(Raw data)

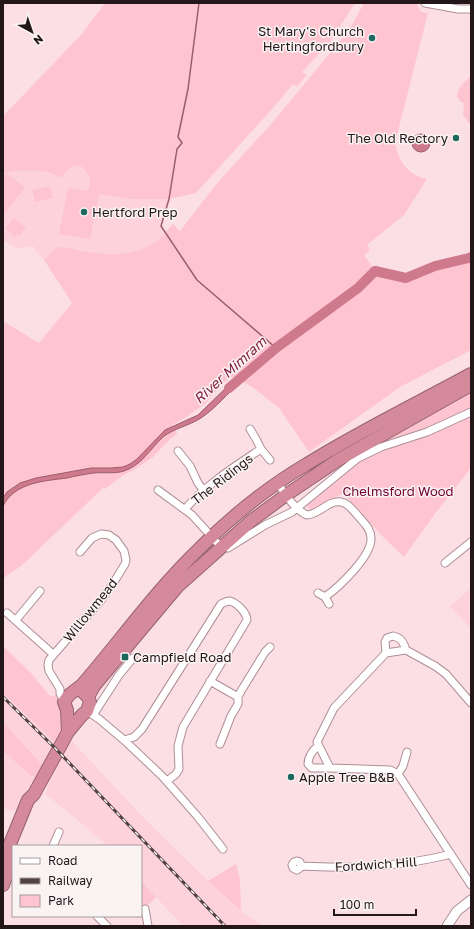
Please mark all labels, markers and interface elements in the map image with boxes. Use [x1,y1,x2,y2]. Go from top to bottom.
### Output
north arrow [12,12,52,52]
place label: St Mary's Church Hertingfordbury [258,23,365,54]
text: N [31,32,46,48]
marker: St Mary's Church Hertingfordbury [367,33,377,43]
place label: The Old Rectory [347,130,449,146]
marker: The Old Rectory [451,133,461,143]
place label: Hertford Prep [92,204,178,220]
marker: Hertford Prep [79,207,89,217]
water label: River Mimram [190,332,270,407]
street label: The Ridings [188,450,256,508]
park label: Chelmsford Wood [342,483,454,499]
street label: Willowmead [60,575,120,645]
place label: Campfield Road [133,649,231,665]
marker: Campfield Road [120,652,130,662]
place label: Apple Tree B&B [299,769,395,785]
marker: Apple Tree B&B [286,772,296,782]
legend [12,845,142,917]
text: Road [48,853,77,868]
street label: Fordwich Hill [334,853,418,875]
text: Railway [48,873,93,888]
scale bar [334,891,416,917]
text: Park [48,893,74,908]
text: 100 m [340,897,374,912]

(End Raw data)

Exercise aim:
Please return the records as they stand, word for word, with no pictures.

Result:
Please mark all labels, markers and interface elements in the map image with boxes. Use [x1,y1,x2,y2]. Go from top to bottom.
### Output
north arrow [12,12,52,52]
place label: St Mary's Church Hertingfordbury [258,23,365,54]
text: N [31,32,46,48]
marker: St Mary's Church Hertingfordbury [367,33,377,43]
place label: The Old Rectory [347,130,449,146]
marker: The Old Rectory [451,133,461,143]
place label: Hertford Prep [92,204,178,220]
marker: Hertford Prep [79,207,89,217]
water label: River Mimram [190,332,270,407]
street label: The Ridings [188,450,256,508]
park label: Chelmsford Wood [342,483,454,499]
street label: Willowmead [60,575,120,645]
place label: Campfield Road [133,649,231,665]
marker: Campfield Road [120,652,130,662]
place label: Apple Tree B&B [299,769,395,785]
marker: Apple Tree B&B [286,772,296,782]
legend [12,845,142,917]
text: Road [48,853,77,868]
street label: Fordwich Hill [334,853,418,875]
text: Railway [48,873,93,888]
scale bar [334,891,416,917]
text: Park [48,893,74,908]
text: 100 m [340,897,374,912]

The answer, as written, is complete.